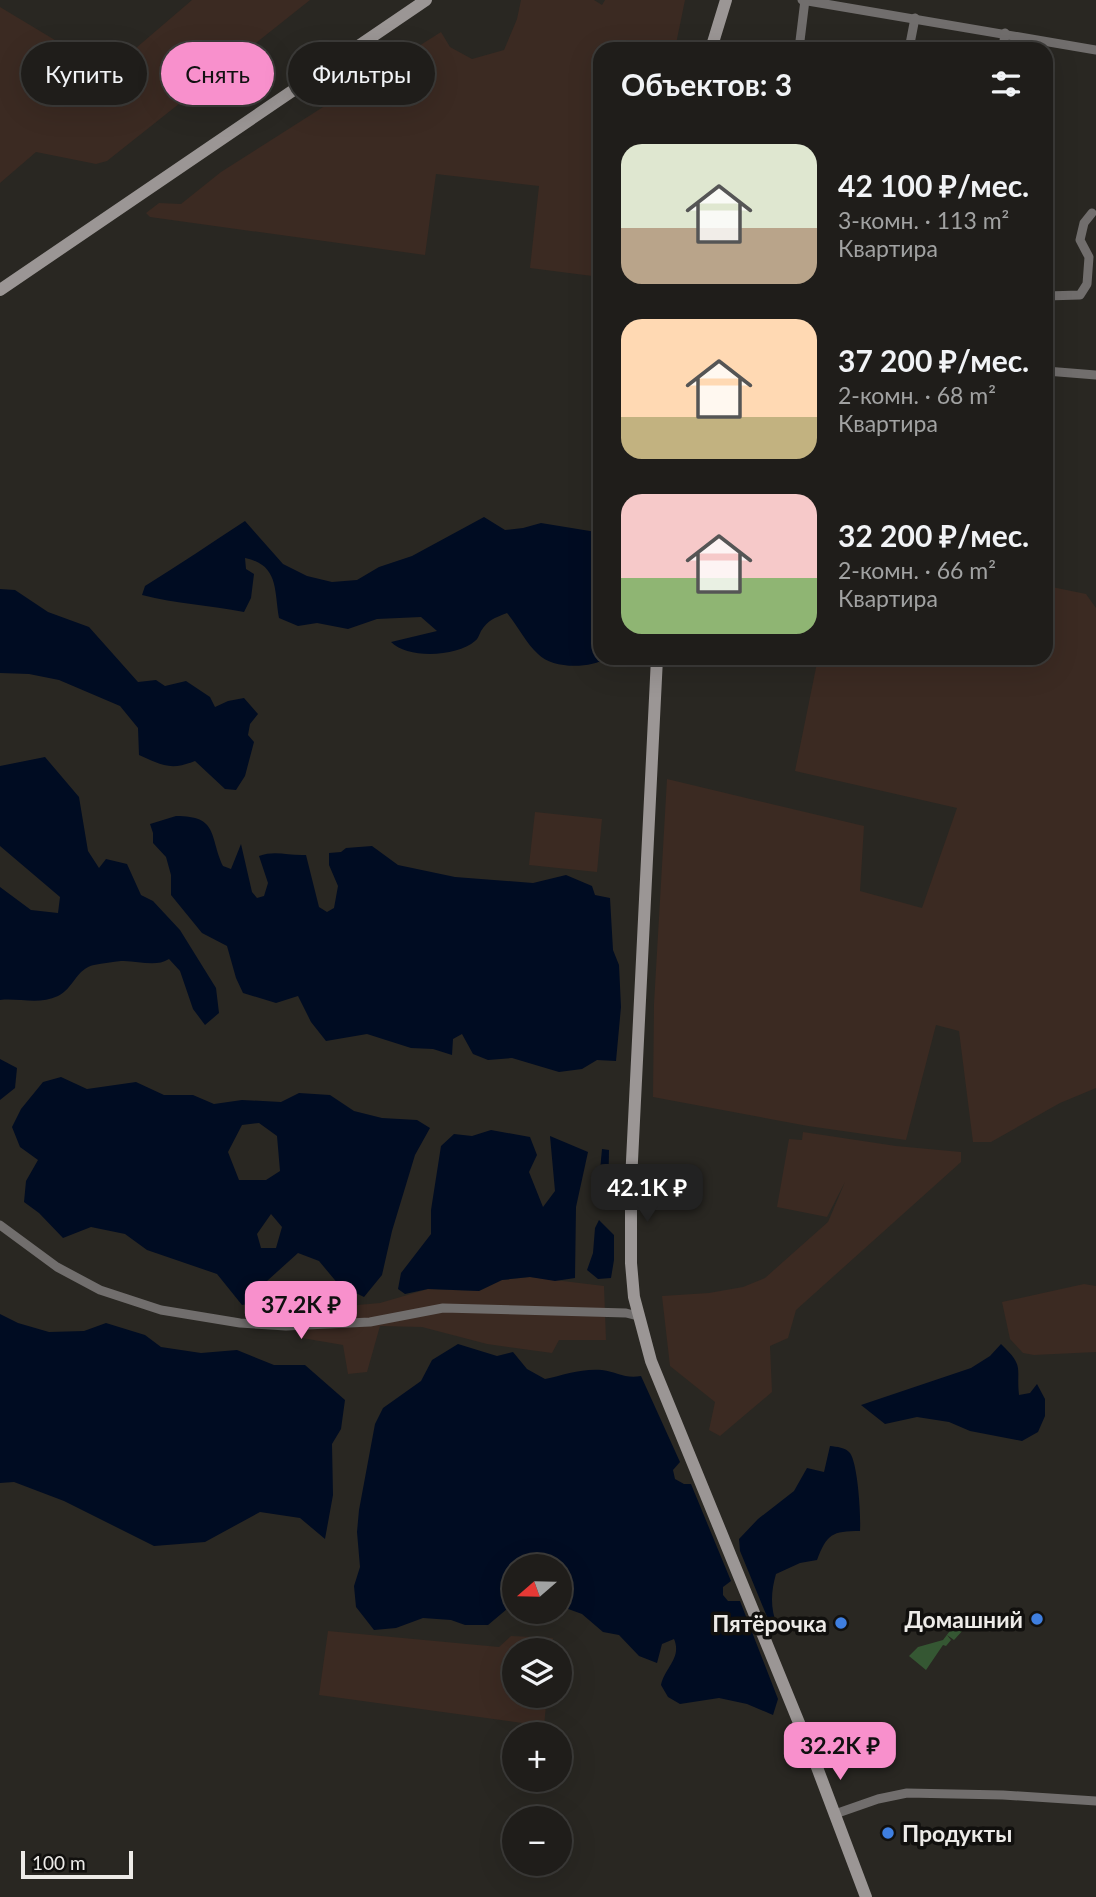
<!DOCTYPE html>
<html lang="ru">
<meta charset="utf-8">
<style>
:root{--surface:#1f1d1a;--page:#272623;--text:#f1f3f6;--muted:#a1a2a2;--line:#3c3b39;--accent:#f890cc}
body{margin:0;font-family:Lato,sans-serif;background:var(--page);color:var(--text);height:100vh;display:flex;flex-direction:column;font-size:26px;white-space:nowrap}
*{box-sizing:border-box;margin:0}
p{font-size:23px;color:var(--muted)}
.icon{flex:none;width:38px;height:38px;fill:none;stroke:currentColor;stroke-width:2;stroke-linecap:round;stroke-linejoin:round}
.map{position:relative;flex:1;overflow:hidden}
.panel{position:absolute;left:593px;top:42px;width:460px;height:623px;display:flex;flex-direction:column;background:var(--surface);border-radius:21px;box-shadow:0 7px 28px #0002,0 0 0 2px var(--line)}
.panel>*{flex:none}
.hud{position:absolute;left:21px;top:42px;width:467px;height:63px;display:flex;gap:14px}
.needle{width:46px;rotate:250deg}
.controls{position:absolute;left:502px;top:1554px;display:grid;gap:14px}
.controls a{display:grid;place-items:center;width:70px;height:70px;border-radius:50%;background:var(--surface);box-shadow:0 7px 28px #0002,0 0 0 2px var(--line);font-size:35px}
.scale{position:absolute;left:21px;bottom:18px;width:112px;box-sizing:border-box;padding-left:7px;border:4px solid #edebe8;border-top:0;font-size:19px;line-height:24px;white-space:nowrap;color:#edebe8;-webkit-text-stroke:5px #11100e;paint-order:stroke}
.price{position:absolute;translate:-50% -60px;padding:0 16px;border-radius:14px;background:var(--accent);color:#111;font-size:23px;line-height:46px;filter:drop-shadow(0 2px 4px #0008)}
.price::after{content:'';position:absolute;left:50%;top:42px;width:21px;height:16px;margin-left:-10px;background:inherit;clip-path:polygon(0 0,100% 0,50% 100%)}
.price.active{background:#222;color:#fff}
ul{padding:0;list-style:none}
li{display:flex;align-items:center;gap:21px;height:175px;padding:0 28px}
li span{display:grid;place-items:center;flex:none;width:196px;height:140px;border-radius:21px;color:#555}
li>.icon{margin-inline-start:auto}
span .icon{width:84px;height:84px;fill:#fffc;stroke-width:1}
li b{font-size:30px}
h2{display:flex;justify-content:space-between;align-items:center;height:84px;padding:0 28px;font-size:30px}
.chip{padding:0 24px;border-radius:32px;background:var(--surface);box-shadow:0 7px 28px #0002,0 0 0 2px var(--line);font-size:24px;line-height:63px}
.chip.active{background:var(--accent);color:#111}
.map>svg:first-child{display:block}
.industrial{fill:#3b2a22}
.green{fill:#355733}
.water{fill:#000c22;fill-rule:evenodd}
.lines{fill:none;stroke-linecap:round;stroke-linejoin:round}
.street{stroke:#716e6d;stroke-width:9}
.secondary{stroke:#9b9695;stroke-width:12}
.shop-dot{fill:#3f7fe0;stroke:#11100e;stroke-width:2.5}
.labels{text-anchor:middle;dominant-baseline:central;stroke-width:7;stroke-linejoin:round;paint-order:stroke}
.poi-label{font-size:23px;font-weight:bold;fill:#edebe8;stroke:#11100e;text-anchor:end}
</style>
<div class="map">
<svg width="1096" height="1897" viewBox="0 0 1096 1897">
<rect width="100%" height="100%" fill="#292722"/>
<g class="industrial">
<polygon points="192,0 310,0 107,161 96,164 36,152 0,183 0,7 108,72"/>
<polygon points="521,0 594,0 602,5 605,0 685,0 675,49 600,49 600,277 530,268 539,186 436,174 425,255 150,217 146,213 159,203 181,204 221,172 441,32 450,47 472,59 504,50 517,19"/>
<polygon points="1047,586 1086,594 1096,608 1096,1088 1060,1103 991,1142 973,1142 959,1031 936,1025 906,1140 808,1126 653,1097 654,1004 667,779 864,826 860,891 922,908 957,808 795,771 818,658 1046,658"/>
<polygon points="535,812 602,819 597,872 529,865"/>
<polygon points="803,1132 896,1146 961,1152 961,1162 796,1310 788,1338 770,1346 772,1392 720,1436 709,1430 715,1402 670,1366 662,1296 709,1293 743,1287 765,1278 828,1222 845,1182 827,1217 777,1207 789,1139 802,1140"/>
<polygon points="530,1277 604,1286 606,1340 559,1340 552,1353 487,1344 422,1327 380,1326 367,1372 348,1374 343,1345 302,1338 301,1310 380,1303 428,1289 479,1291 502,1280"/>
<polygon points="1084,1284 1096,1286 1096,1352 1034,1355 1023,1353 1010,1339 1002,1302"/>
<polygon points="328,1631 499,1647 511,1636 553,1638 551,1650 514,1650 514,1696 547,1696 544,1726 319,1695"/>
</g>
<polygon class="green" points="956,1623 964,1629 954,1640 947,1635 951,1640 946,1646 943,1645 926,1670 909,1656 918,1647 943,1640"/>
<g class="water">
<path d="M484 517 505 530 523 528 541 523 596 532 600 528V658H607C590 669 552 669 538 654 526 643 518 626 507 613 494 618 488 620 481 631 479 635 478 639 475 641 457 657 407 659 391 642L437 631 421 617 377 619 348 629 317 623 298 626 279 618C274 590 279 565 245 558L246 569 254 574 251 598 244 612C210 605 176 604 142 595L145 586C179 565 211 543 245 521L283 564 307 576 332 582 357 580 379 567 412 556Z"/>
<path d="M0 589 15 590 48 612 89 627 138 682 156 680 165 686 186 681 210 697 215 707 228 701 244 698 258 714 250 724 248 735 254 742 245 776 236 790 225 789 195 761C170 771 162 765 139 755L138 728 120 706 59 680 29 674 0 673Z"/>
<path d="M45 757 79 797 88 851 99 868 106 859 127 864 141 895 153 901 180 930 216 988 219 1013 205 1025 193 1009 180 971 169 959C155 968 137 960 121 961 113 962 103 963 94 965 77 968 73 989 58 996 39 1005 20 998 0 1000V887L31 910 58 913 60 897 0 846V766Z"/>
<path d="M176 816C219 816 209 836 223 866L231 869 241 844 252 892 257 898 264 896 268 883 259 856C275 850 289 856 306 855L319 907 327 912 334 908 338 886 329 865V853L341 852 346 848 372 846 398 865 455 877 533 883 566 875 592 886 595 895 610 898 613 950 619 965 621 1007 616 1061 597 1060 582 1069 559 1072 512 1058 488 1060 473 1054 462 1034 453 1039 452 1055 433 1049 411 1048 367 1034 326 1041 311 1022 298 996 276 1003 243 993 236 978 227 946 202 933 171 895V875L166 857 153 843V833L150 824Z"/>
<polygon points="0,1059 17,1068 15,1088 0,1100"/>
<path d="M61 1077 87 1089 136 1082 164 1095H193L214 1104 242 1100 281 1102 299 1093 330 1095 354 1111 382 1118 417 1120 430 1128 415 1155 392 1231 382 1275 364 1297 339 1285 319 1261 298 1253 267 1281 255 1303 242 1305 217 1274 147 1250 125 1234 91 1227 63 1238 39 1213 24 1202 26 1181 38 1160 20 1147 12 1127 21 1109 43 1082ZM259 1123 277 1136 280 1171 266 1180H239L228 1152 242 1125ZM271 1214 282 1227 276 1248H261L257 1234Z"/>
<polygon points="491,1130 530,1137 537,1155 529,1172 543,1207 555,1191 550,1136 588,1152 576,1207 575,1278 555,1281 530,1277 502,1280 479,1291 428,1289 405,1294 398,1289 401,1273 431,1234 431,1210 441,1146 454,1134 472,1136"/>
<polygon points="602,1149 609,1150 608,1202 600,1201 598,1193"/>
<polygon points="599,1220 614,1235 614,1260 611,1278 598,1279 587,1270 593,1253 595,1228"/>
<polygon points="0,1314 18,1323 49,1332 84,1331 106,1323 145,1335 161,1347 201,1353 237,1350 274,1365 305,1365 345,1400 341,1429 332,1444 333,1495 325,1539 300,1518 260,1512 205,1542 154,1546 64,1501 14,1482 0,1483"/>
<path d="M458 1344 497 1356 513 1352 527 1369 545 1379C563 1375 583 1368 602 1370 617 1372 625 1379 641 1376L680 1462 673 1470 675 1479 684 1484H691L731 1581 723 1587V1595L728 1601H740L778 1699 773 1715 747 1704 719 1698 680 1704 668 1697 661 1685C665 1667 682 1658 674 1639L662 1644 657 1663 639 1656 619 1635 603 1632 582 1614 560 1606V1566H514V1603L488 1625H465L451 1620 423 1618 396 1628 374 1630 356 1607 354 1586 360 1567 357 1532 359 1510 375 1424 383 1408 421 1381 432 1360Z"/>
<path d="M1001 1344C1025 1367 1016 1366 1019 1395L1030 1393 1037 1384 1045 1399V1416L1038 1432 1022 1441 970 1431 949 1422 917 1417 885 1424 861 1405 971 1368 990 1356Z"/>
<path d="M830 1446C837 1447 845 1447 850 1453 858 1464 861 1516 860 1531 832 1531 827 1534 817 1560L800 1563 776 1574C771 1591 770 1608 777 1625L770 1624 740 1551 739 1539 758 1519 794 1491 807 1468 824 1472Z"/>
</g>
<g class="lines">
<g class="street">
<polyline points="802,0 1096,50"/>
<polyline points="799,49 805,0"/>
<polyline points="909,49 915,18"/>
<polyline points="1003,49 1005,33"/>
<polyline points="1046,296 1080,295 1087,284 1089,257 1080,240 1084,223 1092,213"/>
<polyline points="1046,371 1096,375"/>
<polyline points="0,1225 57,1267 100,1290 161,1310 240,1323 286,1326 370,1322 443,1308 626,1313 638,1316"/>
<polyline points="835,1814 878,1799 907,1793 1003,1795 1096,1801"/>
</g>
<g class="secondary">
<polyline points="711,49 726,0"/>
<polyline points="0,290 426,0"/>
<polyline points="657,658 631,1181 631,1263 634,1297 651,1361 815,1762 866,1897"/>
</g>
</g>
<g class="shop-dot">
<circle cx="1037" cy="1619" r="7"/>
<circle cx="841" cy="1623" r="7"/>
<circle cx="888" cy="1833" r="7"/>
</g>
<g class="labels">
<g class="poi-label">
<text x="1023" y="1619">Домашний</text>
<text x="827" y="1623">Пятёрочка</text>
<text x="902" y="1833" text-anchor="start">Продукты</text>
</g>
</g>
</svg>
<div class="controls">
<a><svg class="needle" viewBox="-14 -14 28 28"><path d="M0-13l5 13h-10z" fill="#e53935"/><path d="M0 13l5-13h-10z" fill="#a1a2a2"/></svg></a>
<a><svg class="icon" aria-label="layers" viewBox="0 0 24 24"><path d="M12 4l9 5-9 5-9-5zM3 14l9 5 9-5"/></svg></a>
<a>+</a>
<a>−</a>
</div>
<div class="scale">100 m</div>
<b class="price active" style="left:647px;top:1224px">42.1K ₽</b>
<b class="price" style="left:301px;top:1341px">37.2K ₽</b>
<b class="price" style="left:840px;top:1782px">32.2K ₽</b>
<div class="hud">
<a class="chip">Купить</a>
<a class="chip active">Снять</a>
<a class="chip">Фильтры</a>
</div>
<section class="panel">
<h2>Объектов: 3<svg class="icon" aria-label="filters" viewBox="0 0 24 24"><path d="M4 7h16M4 17h16"/><circle cx="9" cy="7" r="2"/><circle cx="15" cy="17" r="2"/></svg></h2>
<ul>
<li><span style="background:linear-gradient(#dfe7d0 60%,#b9a48a 0)"><svg class="icon" aria-label="home" viewBox="0 0 24 24"><path d="M3 11l9-7 9 7M6 9v11h12V9"/></svg></span><div><b>42 100 ₽/мес.</b><p>3-комн. · 113 m²</p><p>Квартира</p></div></li>
<li><span style="background:linear-gradient(#ffd9b3 70%,#c2b280 0)"><svg class="icon" aria-label="home" viewBox="0 0 24 24"><path d="M3 11l9-7 9 7M6 9v11h12V9"/></svg></span><div><b>37 200 ₽/мес.</b><p>2-комн. · 68 m²</p><p>Квартира</p></div></li>
<li><span style="background:linear-gradient(#f6c9c9 60%,#8fb573 0)"><svg class="icon" aria-label="home" viewBox="0 0 24 24"><path d="M3 11l9-7 9 7M6 9v11h12V9"/></svg></span><div><b>32 200 ₽/мес.</b><p>2-комн. · 66 m²</p><p>Квартира</p></div></li>
</ul>
</section>
</div>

------------------------------------------------------------------------

YOUR GOAL - Counting every line of the entries that holds the word "column", report the total and no other text.

THE COMPLETED TASK - 2